(Beginning of Entries provided)

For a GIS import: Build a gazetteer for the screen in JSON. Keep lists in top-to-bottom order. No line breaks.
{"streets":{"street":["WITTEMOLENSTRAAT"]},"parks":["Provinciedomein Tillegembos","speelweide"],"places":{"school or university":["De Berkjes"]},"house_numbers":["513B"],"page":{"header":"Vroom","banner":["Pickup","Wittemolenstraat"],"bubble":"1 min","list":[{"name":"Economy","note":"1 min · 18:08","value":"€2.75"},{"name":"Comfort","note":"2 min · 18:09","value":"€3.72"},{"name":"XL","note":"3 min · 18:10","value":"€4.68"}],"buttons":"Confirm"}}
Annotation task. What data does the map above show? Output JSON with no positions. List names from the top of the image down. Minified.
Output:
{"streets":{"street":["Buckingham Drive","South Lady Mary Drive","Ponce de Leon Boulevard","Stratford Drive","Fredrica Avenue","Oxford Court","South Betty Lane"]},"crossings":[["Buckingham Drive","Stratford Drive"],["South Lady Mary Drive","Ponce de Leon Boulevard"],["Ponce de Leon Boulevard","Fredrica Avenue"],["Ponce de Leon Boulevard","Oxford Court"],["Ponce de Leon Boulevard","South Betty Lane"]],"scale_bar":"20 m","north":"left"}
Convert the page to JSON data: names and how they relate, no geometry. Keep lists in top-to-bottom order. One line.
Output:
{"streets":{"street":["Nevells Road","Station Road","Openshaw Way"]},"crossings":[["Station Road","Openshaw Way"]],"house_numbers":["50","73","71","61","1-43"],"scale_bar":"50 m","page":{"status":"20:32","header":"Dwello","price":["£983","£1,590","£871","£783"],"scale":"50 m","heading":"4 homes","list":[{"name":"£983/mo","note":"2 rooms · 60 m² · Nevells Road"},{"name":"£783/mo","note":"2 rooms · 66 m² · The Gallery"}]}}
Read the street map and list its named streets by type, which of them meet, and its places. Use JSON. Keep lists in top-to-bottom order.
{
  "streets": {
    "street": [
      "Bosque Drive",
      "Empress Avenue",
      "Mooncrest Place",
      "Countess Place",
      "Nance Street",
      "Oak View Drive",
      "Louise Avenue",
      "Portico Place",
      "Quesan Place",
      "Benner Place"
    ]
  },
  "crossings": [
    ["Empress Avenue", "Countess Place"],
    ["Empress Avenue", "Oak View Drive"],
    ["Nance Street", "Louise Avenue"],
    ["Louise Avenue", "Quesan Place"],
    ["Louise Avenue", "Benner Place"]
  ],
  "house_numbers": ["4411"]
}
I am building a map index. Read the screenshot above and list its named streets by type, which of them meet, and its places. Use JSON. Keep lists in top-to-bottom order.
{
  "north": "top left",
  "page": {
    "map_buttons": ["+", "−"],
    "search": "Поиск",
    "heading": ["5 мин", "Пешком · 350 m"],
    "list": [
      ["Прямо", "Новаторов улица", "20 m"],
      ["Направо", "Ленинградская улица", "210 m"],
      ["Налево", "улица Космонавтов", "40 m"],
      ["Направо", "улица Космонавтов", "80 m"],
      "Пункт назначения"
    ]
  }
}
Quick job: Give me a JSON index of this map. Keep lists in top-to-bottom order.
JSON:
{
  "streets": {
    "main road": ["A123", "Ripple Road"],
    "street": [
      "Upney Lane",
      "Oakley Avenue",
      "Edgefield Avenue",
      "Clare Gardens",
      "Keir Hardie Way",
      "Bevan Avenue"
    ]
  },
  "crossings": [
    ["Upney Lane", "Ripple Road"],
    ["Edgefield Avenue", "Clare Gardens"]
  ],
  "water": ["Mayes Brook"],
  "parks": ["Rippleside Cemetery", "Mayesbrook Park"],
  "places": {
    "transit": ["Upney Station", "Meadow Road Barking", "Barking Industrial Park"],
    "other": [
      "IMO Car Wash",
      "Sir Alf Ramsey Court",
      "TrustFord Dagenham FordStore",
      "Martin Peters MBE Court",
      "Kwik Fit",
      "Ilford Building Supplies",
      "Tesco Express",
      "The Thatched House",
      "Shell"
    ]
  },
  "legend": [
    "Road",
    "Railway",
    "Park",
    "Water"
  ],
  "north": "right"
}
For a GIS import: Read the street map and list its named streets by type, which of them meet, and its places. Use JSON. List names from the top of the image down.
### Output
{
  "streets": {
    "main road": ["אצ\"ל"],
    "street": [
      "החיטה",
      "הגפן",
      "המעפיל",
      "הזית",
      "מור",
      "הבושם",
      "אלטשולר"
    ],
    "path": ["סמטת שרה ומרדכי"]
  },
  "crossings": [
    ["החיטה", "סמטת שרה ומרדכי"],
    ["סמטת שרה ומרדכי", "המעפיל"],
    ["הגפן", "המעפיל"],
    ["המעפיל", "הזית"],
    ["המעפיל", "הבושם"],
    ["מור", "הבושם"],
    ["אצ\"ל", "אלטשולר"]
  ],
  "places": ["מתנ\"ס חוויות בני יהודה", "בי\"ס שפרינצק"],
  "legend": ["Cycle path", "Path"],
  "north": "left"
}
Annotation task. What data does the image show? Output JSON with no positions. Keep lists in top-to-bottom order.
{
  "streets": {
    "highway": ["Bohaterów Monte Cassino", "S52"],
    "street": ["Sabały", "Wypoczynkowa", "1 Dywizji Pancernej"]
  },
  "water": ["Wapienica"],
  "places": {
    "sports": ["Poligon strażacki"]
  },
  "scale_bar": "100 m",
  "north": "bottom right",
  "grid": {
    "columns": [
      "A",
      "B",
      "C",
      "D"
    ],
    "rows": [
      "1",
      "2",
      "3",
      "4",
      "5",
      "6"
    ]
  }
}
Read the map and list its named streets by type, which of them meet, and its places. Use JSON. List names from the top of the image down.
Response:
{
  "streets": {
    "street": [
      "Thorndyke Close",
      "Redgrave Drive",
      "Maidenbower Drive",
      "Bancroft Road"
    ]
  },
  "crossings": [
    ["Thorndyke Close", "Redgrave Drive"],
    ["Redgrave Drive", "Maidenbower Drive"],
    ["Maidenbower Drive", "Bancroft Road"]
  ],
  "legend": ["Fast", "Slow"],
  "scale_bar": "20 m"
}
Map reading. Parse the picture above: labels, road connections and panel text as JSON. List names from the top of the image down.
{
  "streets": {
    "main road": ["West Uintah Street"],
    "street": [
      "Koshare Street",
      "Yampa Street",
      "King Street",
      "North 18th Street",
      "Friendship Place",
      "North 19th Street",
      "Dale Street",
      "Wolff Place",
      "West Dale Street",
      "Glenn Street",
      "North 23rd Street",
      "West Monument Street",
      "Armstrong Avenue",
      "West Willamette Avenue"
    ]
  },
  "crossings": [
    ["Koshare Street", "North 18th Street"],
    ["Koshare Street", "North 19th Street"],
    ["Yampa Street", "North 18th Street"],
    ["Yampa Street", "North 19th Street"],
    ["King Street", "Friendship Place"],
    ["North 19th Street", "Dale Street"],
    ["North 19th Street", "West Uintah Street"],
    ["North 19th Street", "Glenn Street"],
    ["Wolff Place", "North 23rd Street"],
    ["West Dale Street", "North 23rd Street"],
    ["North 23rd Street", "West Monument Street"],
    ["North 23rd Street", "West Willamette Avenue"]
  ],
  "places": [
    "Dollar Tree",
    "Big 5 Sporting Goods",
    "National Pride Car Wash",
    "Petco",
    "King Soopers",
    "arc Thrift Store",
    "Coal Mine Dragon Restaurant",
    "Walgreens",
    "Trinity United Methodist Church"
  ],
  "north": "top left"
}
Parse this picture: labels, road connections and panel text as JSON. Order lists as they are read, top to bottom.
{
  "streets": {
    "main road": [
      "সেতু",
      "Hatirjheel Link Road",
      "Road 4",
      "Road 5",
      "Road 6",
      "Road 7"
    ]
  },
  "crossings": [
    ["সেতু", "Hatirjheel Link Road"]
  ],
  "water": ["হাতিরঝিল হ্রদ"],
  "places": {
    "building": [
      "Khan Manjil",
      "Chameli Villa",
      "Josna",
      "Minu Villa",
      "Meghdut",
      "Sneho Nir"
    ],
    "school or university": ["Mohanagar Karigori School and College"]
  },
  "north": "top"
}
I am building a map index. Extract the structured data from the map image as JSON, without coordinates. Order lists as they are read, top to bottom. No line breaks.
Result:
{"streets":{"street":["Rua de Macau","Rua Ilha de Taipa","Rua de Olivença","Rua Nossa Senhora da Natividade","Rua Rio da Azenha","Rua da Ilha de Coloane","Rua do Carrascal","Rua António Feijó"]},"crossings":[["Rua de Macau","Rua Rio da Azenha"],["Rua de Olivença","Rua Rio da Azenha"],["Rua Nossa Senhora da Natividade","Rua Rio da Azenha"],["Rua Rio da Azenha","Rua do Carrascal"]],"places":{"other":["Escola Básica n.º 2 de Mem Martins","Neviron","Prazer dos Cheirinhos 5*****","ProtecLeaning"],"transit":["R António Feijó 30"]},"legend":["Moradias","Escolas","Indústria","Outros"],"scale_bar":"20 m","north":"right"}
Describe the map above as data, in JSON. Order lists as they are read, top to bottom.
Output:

(End of Entries provided)

Beginning at the top of the data, please return every line until and including the line containing "Annotation task. What data does the map", copied exactly, and nothing past it.

◆ **Result below**
For a GIS import: Build a gazetteer for the screen in JSON. Keep lists in top-to-bottom order. No line breaks.
{"streets":{"street":["WITTEMOLENSTRAAT"]},"parks":["Provinciedomein Tillegembos","speelweide"],"places":{"school or university":["De Berkjes"]},"house_numbers":["513B"],"page":{"header":"Vroom","banner":["Pickup","Wittemolenstraat"],"bubble":"1 min","list":[{"name":"Economy","note":"1 min · 18:08","value":"€2.75"},{"name":"Comfort","note":"2 min · 18:09","value":"€3.72"},{"name":"XL","note":"3 min · 18:10","value":"€4.68"}],"buttons":"Confirm"}}
Annotation task. What data does the map above show? Output JSON with no positions. List names from the top of the image down. Minified.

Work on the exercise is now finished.